Sí, no entren en el negocio de la música (risas).

Es la segunda vez que quieres terminar una entrevista conmigo con esa frase…

Hagas lo que hagas, haz cualquier otra cosa (risas).

¿Es tan malo?

No, es genial. Es solo que… no es lo que las personas piensan que es. Es difícil. Es vicioso… ¿Qué crees que es lo más difícil del negocio de la música?

Supongo que es la parte financiera… La codicia de algunos…

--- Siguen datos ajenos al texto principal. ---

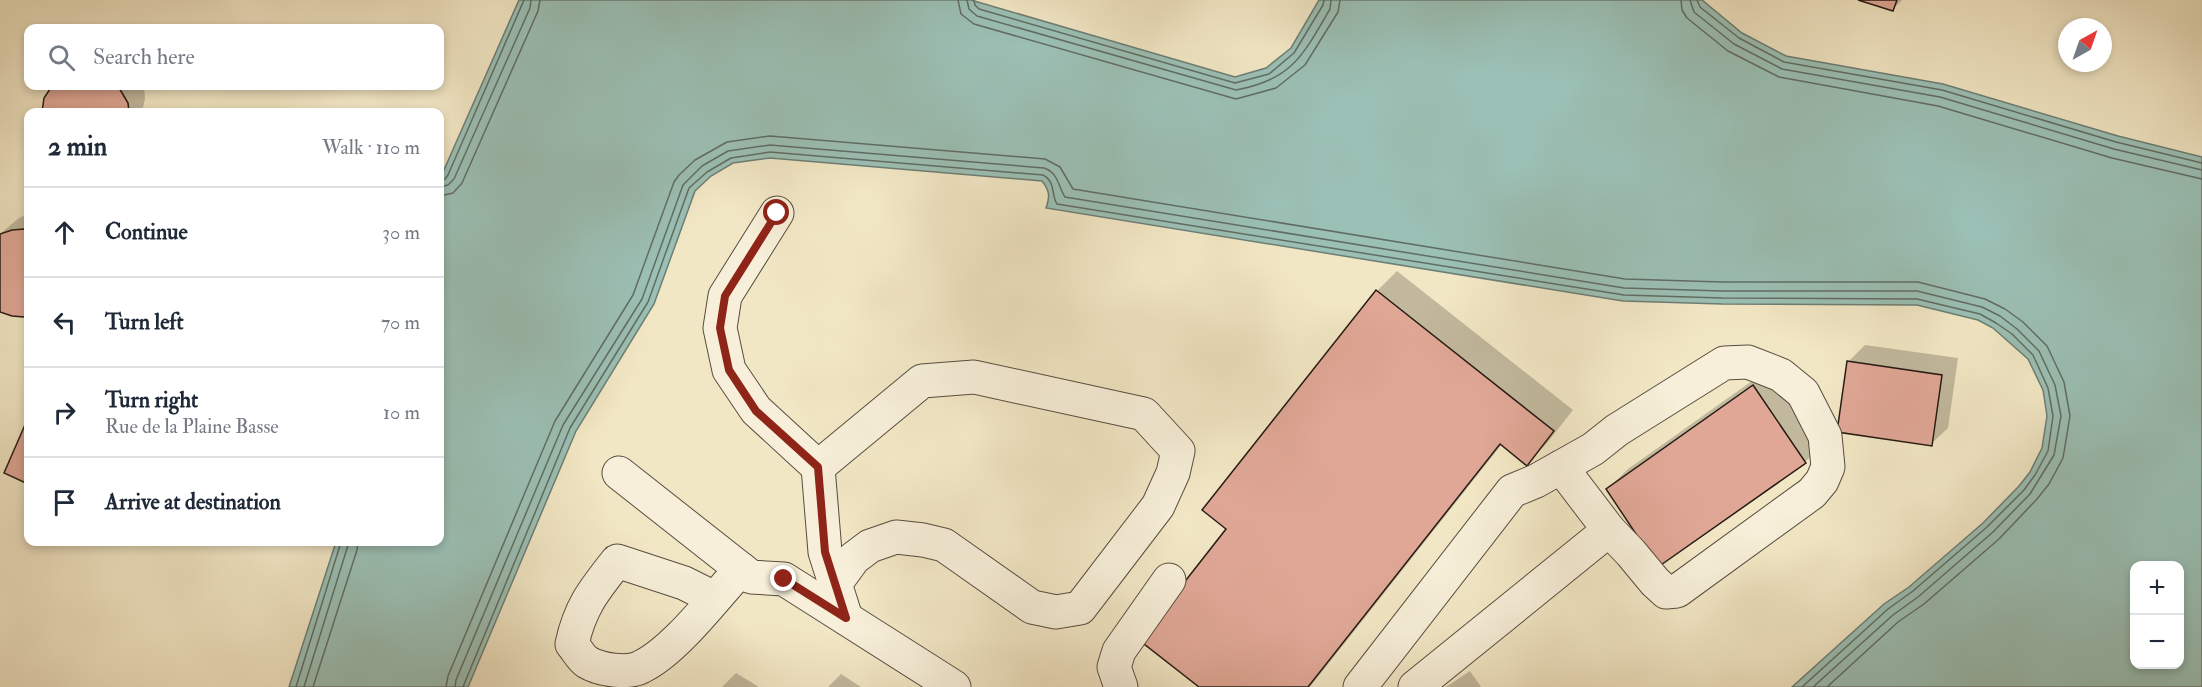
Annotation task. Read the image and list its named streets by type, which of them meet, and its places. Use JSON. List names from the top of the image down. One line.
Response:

Lo más difícil del negocio de la música es: la música. Es algo difícil de manejar, tienes que hacerlo bien. Lo que sucedió con el negocio de la música es que las personas ya no están preparadas para enfrentar la verdad, por lo que todos están haciendo trampa. En el estudio, con correctores de tono, baterías automáticas… Los muchachos en el escenario no cantan, no están tocando. Es horrible.

¿Pero eso pasa mucho con las bandas de rock?

Las bandas de rock son de las pocas que salen y tocan en vivo …

Es bastante difícil hacer trampa haciendo el tipo de música que haces.

Pero sé de un montón de engaños que están sucediendo. ¡MUCHOS! (risas). Te hace ponerte a pensar. Por ejemplo, Ozzy Osbourne realmente estaba cantando en su última gira con Black Sabbath. Eso fue brillante. Son una de las grandes bandas.

¿Crees que vamos a volver a una forma más natural de tocar música?

Hay una nueva banda que, en mi opinión, va a cambiar el negocio. Se llama Greta Van Fleet. Tienen 19 años y son de un pueblo en Michigan, Estados Unidos. ¡Son increíbles! Los he visto el vivo. Mike, mi hijo, y yo fuimos a verlos. Asombroso. Suenan como Led Zeppelin, pero diferente. ¡Fantástico! A la segunda canción Mike me miró y me dijo: “¡Señor, ten piedad!” (risas). Es una cosa divertida el Rock n ‘Roll. Justo cuando crees que ha terminado, surge algo nuevo. Creo que va a haber una nueva ola. Te voy a hacer escuchar un poco de Greta Van Fleet… Siempre el mismo yo, hago una entrevista para hablar sobre mi álbum y termino mostrando los discos de los demás (risas).

Así terminamos la entrevista, compartiendo unas cervezas y escuchando Rock n ‘Roll de la nueva generación. Don Airey es realmente: ¡Único en su clase!